Phosphorites as Bio-mediated Critical Raw Material (BCRM) A Crossdisciplinary Approach for Unveiling Microbial Phosphogenesis

This study supports the critical role of microorganisms in phosphogenesis by both direct and indirect evidence, fostering the inclusion of phosphorites in the new, here-proposed, group of Bio-mediated Critical Raw Materials (BCRMs). Notably, the presence of microbial signatures as the mineral nanostructure and composition, fossil traces of microbial activity and remains of extracellular polymeric substance (EPS), imply the presence of a microbial community and its decisive role in the precipitation of Ca- and F-rich carbonate fluorapatite (CFA). Microbial activity also facilitated the post-depositional alteration of bone and shell fragments, and even the already formed phosphatic grains, which often served as nucleation sites for further phosphate precipitation. This is evidenced by microboring morphologies with curved, elongated, and unbranched filamentous shapes, indicative of endolithic, primarily photosynthetic bacteria. These established pH gradients, enabling simultaneous dissolution and precipitation of further localized CFA mineralization processes within microborings.
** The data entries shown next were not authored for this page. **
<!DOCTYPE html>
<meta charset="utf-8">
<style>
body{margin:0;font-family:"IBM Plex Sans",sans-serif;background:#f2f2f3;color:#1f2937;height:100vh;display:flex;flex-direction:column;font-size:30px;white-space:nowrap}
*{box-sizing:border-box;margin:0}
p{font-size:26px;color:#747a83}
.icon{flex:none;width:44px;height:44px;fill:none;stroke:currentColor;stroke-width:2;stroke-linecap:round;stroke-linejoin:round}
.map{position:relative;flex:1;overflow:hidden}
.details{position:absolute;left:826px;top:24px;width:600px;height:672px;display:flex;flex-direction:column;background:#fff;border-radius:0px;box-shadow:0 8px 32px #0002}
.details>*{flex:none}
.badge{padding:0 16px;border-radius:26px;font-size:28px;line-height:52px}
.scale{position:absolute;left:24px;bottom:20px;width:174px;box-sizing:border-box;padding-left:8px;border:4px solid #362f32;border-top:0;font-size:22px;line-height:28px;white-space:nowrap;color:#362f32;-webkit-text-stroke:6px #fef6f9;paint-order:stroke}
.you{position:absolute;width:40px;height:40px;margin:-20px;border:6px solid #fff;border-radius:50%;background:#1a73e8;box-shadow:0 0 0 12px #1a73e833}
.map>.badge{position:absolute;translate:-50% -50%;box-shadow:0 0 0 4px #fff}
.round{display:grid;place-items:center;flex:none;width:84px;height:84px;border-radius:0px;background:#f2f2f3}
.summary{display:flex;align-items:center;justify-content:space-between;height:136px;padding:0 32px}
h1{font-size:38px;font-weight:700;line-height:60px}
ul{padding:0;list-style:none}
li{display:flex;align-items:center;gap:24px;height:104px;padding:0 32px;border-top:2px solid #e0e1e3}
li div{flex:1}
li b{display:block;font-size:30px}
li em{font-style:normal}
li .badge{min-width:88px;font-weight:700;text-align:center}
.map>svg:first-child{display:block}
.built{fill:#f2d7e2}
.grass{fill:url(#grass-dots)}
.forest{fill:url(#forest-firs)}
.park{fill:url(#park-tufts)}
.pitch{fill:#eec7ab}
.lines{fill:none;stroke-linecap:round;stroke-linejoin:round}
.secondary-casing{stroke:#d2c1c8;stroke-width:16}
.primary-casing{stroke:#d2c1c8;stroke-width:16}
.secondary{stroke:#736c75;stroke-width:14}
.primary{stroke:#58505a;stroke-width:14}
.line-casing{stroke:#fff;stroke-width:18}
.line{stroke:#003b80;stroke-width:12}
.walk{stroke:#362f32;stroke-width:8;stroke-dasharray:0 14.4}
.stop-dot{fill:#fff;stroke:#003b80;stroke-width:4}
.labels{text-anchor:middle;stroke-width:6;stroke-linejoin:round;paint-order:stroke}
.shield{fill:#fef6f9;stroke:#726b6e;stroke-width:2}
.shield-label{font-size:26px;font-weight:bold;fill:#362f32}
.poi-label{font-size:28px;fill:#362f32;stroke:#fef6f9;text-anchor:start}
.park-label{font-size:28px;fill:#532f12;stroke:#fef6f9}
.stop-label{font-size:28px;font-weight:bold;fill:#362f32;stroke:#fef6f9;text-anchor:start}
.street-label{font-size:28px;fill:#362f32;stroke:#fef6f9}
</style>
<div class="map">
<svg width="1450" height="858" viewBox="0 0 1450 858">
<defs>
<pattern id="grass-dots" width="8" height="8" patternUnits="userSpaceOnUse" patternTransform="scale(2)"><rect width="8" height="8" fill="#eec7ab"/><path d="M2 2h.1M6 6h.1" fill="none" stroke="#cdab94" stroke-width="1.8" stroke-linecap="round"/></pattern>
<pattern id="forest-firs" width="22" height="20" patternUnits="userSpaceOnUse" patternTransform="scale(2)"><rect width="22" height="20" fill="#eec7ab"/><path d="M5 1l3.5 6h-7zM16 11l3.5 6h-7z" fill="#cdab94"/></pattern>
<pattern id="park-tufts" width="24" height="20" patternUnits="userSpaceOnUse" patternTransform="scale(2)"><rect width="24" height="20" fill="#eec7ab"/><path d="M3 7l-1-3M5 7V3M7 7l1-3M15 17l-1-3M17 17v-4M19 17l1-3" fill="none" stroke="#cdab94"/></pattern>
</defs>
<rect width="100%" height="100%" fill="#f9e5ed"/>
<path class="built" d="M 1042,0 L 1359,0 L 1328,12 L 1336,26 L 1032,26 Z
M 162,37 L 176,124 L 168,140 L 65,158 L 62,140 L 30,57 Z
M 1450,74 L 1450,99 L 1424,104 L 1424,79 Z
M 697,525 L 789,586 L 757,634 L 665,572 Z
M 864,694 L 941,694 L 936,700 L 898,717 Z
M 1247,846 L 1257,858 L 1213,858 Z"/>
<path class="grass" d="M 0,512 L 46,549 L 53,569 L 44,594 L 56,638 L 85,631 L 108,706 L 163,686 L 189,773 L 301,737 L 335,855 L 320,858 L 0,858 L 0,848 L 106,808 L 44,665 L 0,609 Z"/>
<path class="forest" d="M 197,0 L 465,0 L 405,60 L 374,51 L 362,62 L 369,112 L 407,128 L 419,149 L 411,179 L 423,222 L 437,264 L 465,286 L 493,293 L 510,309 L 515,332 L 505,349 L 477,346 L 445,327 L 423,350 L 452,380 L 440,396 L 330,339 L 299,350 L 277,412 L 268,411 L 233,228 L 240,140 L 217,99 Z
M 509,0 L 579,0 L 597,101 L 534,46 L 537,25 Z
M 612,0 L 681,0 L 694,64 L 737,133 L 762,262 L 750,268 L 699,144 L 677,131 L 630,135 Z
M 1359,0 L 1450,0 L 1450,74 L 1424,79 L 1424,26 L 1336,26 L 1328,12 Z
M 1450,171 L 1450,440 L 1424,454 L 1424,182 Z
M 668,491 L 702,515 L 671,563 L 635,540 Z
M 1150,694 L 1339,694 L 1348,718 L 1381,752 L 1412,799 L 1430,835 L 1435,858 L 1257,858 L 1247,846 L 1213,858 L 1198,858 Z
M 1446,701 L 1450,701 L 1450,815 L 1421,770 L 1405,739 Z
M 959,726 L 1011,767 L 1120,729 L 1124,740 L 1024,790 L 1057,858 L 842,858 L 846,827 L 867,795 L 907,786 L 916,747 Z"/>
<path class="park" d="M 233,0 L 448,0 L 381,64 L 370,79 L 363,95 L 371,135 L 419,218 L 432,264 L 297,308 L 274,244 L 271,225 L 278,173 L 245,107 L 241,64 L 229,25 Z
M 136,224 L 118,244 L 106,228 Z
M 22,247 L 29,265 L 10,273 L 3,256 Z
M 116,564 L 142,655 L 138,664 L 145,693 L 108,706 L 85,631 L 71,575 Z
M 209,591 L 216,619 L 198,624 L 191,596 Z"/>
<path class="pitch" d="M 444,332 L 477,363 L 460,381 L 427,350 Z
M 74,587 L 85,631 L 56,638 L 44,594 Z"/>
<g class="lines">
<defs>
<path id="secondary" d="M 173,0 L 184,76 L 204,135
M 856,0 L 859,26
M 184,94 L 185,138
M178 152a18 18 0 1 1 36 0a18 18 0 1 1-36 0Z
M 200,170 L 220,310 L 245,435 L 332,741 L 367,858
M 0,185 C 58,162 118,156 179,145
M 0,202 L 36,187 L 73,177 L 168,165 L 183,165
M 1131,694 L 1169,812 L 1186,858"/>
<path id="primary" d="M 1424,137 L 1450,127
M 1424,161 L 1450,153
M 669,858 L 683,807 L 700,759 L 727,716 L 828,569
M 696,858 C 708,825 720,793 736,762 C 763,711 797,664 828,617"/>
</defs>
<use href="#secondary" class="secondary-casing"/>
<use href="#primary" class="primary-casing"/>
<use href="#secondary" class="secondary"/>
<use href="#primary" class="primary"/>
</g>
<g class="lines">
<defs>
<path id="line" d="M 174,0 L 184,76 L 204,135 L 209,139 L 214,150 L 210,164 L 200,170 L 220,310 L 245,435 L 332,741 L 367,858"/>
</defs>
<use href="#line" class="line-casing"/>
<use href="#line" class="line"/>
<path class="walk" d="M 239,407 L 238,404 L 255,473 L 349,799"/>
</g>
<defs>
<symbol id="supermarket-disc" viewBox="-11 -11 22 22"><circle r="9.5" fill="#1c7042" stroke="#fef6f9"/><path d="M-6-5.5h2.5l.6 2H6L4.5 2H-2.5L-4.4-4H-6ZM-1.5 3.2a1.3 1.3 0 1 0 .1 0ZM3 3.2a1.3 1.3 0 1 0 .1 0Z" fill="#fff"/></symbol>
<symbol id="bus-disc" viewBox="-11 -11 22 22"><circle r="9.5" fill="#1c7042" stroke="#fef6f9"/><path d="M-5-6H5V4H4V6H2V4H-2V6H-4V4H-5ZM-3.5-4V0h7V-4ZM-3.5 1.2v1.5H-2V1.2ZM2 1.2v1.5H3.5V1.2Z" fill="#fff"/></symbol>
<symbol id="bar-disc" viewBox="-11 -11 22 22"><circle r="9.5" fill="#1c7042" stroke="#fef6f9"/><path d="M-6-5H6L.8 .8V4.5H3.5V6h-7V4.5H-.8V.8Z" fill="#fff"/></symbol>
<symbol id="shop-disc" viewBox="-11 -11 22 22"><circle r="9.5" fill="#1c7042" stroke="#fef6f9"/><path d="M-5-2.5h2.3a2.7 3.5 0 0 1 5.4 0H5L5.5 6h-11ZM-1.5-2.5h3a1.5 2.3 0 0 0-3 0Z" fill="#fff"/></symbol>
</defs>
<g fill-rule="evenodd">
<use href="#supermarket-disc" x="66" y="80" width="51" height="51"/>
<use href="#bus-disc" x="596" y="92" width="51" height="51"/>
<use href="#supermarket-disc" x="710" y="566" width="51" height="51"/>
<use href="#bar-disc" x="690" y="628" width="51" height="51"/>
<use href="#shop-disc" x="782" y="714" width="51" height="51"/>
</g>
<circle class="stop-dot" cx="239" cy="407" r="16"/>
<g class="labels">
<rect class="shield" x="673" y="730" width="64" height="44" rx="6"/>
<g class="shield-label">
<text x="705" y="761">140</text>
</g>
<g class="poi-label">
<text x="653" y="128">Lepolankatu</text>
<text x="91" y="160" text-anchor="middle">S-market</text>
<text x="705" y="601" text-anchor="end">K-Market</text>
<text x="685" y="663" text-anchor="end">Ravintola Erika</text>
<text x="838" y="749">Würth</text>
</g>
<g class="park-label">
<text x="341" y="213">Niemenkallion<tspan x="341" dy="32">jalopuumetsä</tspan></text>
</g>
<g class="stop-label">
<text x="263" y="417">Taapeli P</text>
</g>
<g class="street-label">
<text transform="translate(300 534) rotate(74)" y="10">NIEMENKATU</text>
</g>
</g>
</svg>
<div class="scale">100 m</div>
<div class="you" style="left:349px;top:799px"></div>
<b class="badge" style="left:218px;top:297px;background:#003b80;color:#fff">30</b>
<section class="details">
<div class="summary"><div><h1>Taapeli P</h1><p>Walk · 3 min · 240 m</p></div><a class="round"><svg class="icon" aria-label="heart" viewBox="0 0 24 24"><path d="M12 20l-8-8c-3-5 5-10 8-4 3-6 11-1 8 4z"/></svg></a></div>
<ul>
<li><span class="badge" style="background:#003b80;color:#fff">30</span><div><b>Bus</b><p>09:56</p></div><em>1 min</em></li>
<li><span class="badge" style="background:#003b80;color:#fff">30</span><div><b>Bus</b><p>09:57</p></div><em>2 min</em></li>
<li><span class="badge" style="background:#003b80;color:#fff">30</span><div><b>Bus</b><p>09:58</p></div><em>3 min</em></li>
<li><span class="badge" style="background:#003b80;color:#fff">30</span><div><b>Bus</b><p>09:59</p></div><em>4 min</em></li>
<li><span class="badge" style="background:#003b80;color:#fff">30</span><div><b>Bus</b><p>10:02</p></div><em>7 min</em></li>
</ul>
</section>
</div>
The findings suggest that the origin and/or post-depositional alteration of the studied phosphorite deposits occurred in a shallow-water setting during the middle-late Toarcian, when the paleogeographic context of the External Rif region (NW Africa) provided optimal conditions for phosphorite formation such as localized riverine discharge, channelization of upwelling currents, and anoxic bottom waters extending into the shallow shelf. However, sedimentological features indicate that their accumulation occurred in deep-sea environments via diluted currents rather than in-situ precipitation. This implies at least one episode of erosion, winnowing, and redeposition in a different sedimentary environment.